Re: [Cdk-user] Atom Signatures with stereo-info

2017-07-21 Thread John Mayfield
>
>  Although this produces bit-fingerprints and not any String-representation
> of the signatures if I'm reading this correctly?


Yes but notice it also gives you the atom indexes, this is much more
powerful that just giving the String. We actually have a utility to get the
SMARTS for the atoms.

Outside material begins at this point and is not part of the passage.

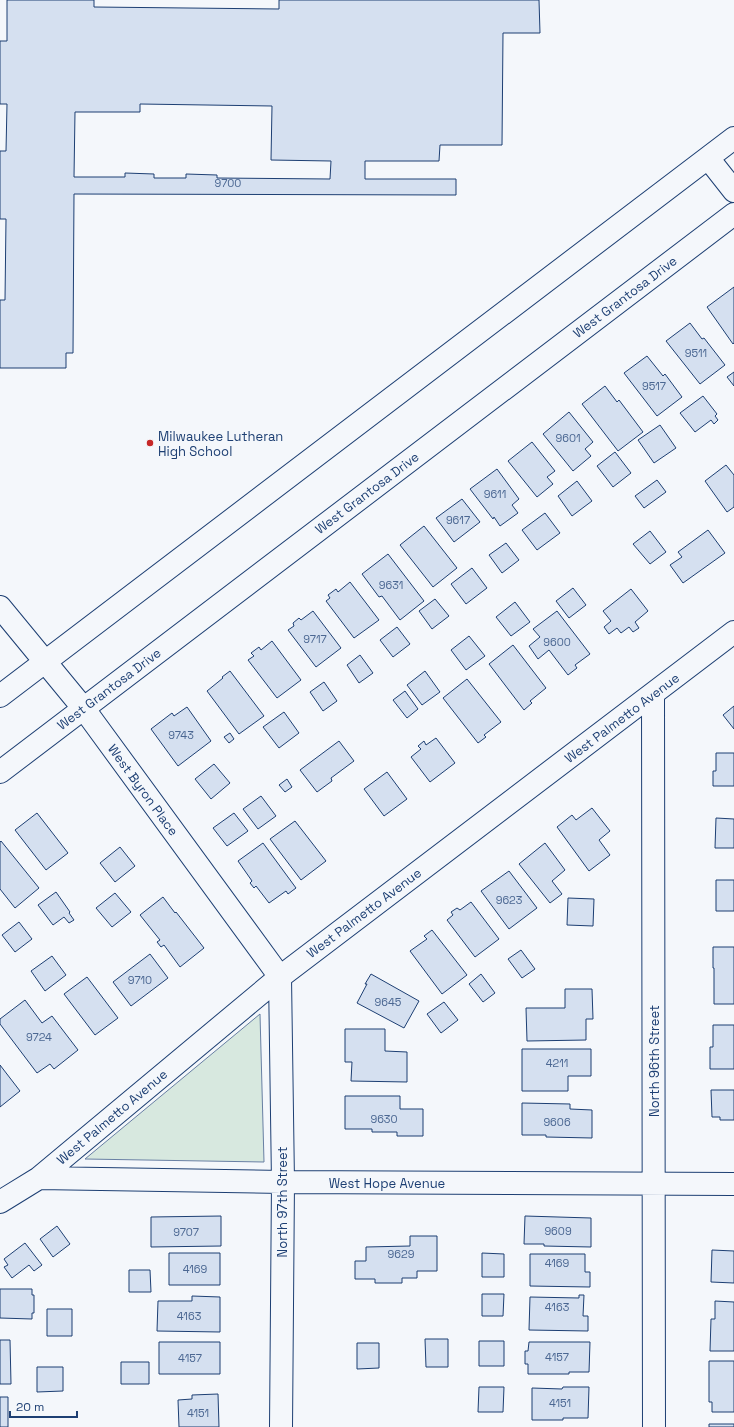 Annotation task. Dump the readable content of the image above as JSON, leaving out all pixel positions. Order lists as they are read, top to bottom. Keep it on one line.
{"streets":{"street":["West Grantosa Drive","West Palmetto Avenue","West Byron Place","North 96th Street","West Hope Avenue","North 97th Street"]},"crossings":[["West Grantosa Drive","West Byron Place"],["West Palmetto Avenue","West Byron Place"],["West Palmetto Avenue","North 96th Street"],["West Palmetto Avenue","West Hope Avenue"],["West Palmetto Avenue","North 97th Street"],["West Byron Place","North 97th Street"],["North 96th Street","West Hope Avenue"],["West Hope Avenue","North 97th Street"]],"places":["Milwaukee Lutheran High School"],"house_numbers":["9700","9511","9517","9601","9611","9617","9631","9717","9600","9743","9623","9710","9645","9724","4211","9630","9606","9609","9707","9629","4169","4169","4163","4163","4157","4157","4151","4151"],"scale_bar":"20 m"}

Won't give you stereo but it's pretty easy to make it
do that if you were so inclined, would be easy to output stereo as SMILES
instead of SMARTS:


> SmilesParser   smipar = new
> SmilesParser(SilentChemObjectBuilder.getInstance());
> IAtomContainer mol = smipar.parseSmiles("CC[C@H](C)CO");
> CircularFingerprinter fp = new
> CircularFingerprinter(CircularFingerprinter.CLASS_ECFP6);
> fp.calculate(mol);
>
SmartsFragmentExtractor smafrag = new SmartsFragmentExtractor(mol);

for (int i = 0; i < fp.getFPCount(); i++)
>   System.out.println(smafrag.generate(fp.getFP(i).atoms));


Result:

[CH3v4X4+0]
> [CH2v4X4+0]
> [CH2v4X4+0]
> [CH2v4X4+0]
> [CH2v4X4+0]
> [CH2v4X4+0]
> [CH1v4X4+0]
> [CH3v4X4+0]
> [CH2v4X4+0]
> [OH1v2X2+0]
> [CH3v4X4+0][CH2v4X4+0]
> [CH3v4X4+0][CH2v4X4+0][CH2v4X4+0]
> [CH2v4X4+0][CH2v4X4+0][CH2v4X4+0]
> [CH2v4X4+0][CH2v4X4+0][CH2v4X4+0]
> [CH2v4X4+0][CH2v4X4+0][CH2v4X4+0]
> [CH2v4X4+0][CH2v4X4+0][CH1v4X4+0]
> [CH2v4X4+0][CH1v4X4+0]([CH3v4X4+0])[CH2v4X4+0]
> [CH1v4X4+0][CH3v4X4+0]
> [CH1v4X4+0][CH2v4X4+0][OH1v2X2+0]
> [CH2v4X4+0][OH1v2X2+0]
> [CH3v4X4+0][CH2v4X4+0][CH2v4X4+0][CH2v4X4+0]
> [CH3v4X4+0][CH2v4X4+0][CH2v4X4+0][CH2v4X4+0][CH2v4X4+0]
> [CH2v4X4+0][CH2v4X4+0][CH2v4X4+0][CH2v4X4+0][CH2v4X4+0]
> [CH2v4X4+0][CH2v4X4+0][CH2v4X4+0][CH2v4X4+0][CH1v4X4+0]
> [CH2v4X4+0][CH2v4X4+0][CH2v4X4+0][CH1v4X4+0]([CH3v4X4+0])[CH2v4X4+0]
> [CH2v4X4+0][CH2v4X4+0][CH1v4X4+0]([CH3v4X4+0])[CH2v4X4+0][OH1v2X2+0]
> [CH2v4X4+0][CH1v4X4+0]([CH3v4X4+0])[CH2v4X4+0][OH1v2X2+0]
> [CH3v4X4+0][CH2v4X4+0][CH2v4X4+0][CH2v4X4+0][CH2v4X4+0][CH2v4X4+0]
>
> [CH3v4X4+0][CH2v4X4+0][CH2v4X4+0][CH2v4X4+0][CH2v4X4+0][CH2v4X4+0][CH1v4X4+0]
>
> [CH2v4X4+0][CH2v4X4+0][CH2v4X4+0][CH2v4X4+0][CH2v4X4+0][CH1v4X4+0]([CH3v4X4+0])[CH2v4X4+0]
>
> [CH2v4X4+0][CH2v4X4+0][CH2v4X4+0][CH2v4X4+0][CH1v4X4+0]([CH3v4X4+0])[CH2v4X4+0][OH1v2X2+0]
>
> [CH2v4X4+0][CH2v4X4+0][CH2v4X4+0][CH1v4X4+0]([CH3v4X4+0])[CH2v4X4+0][OH1v2X2+0]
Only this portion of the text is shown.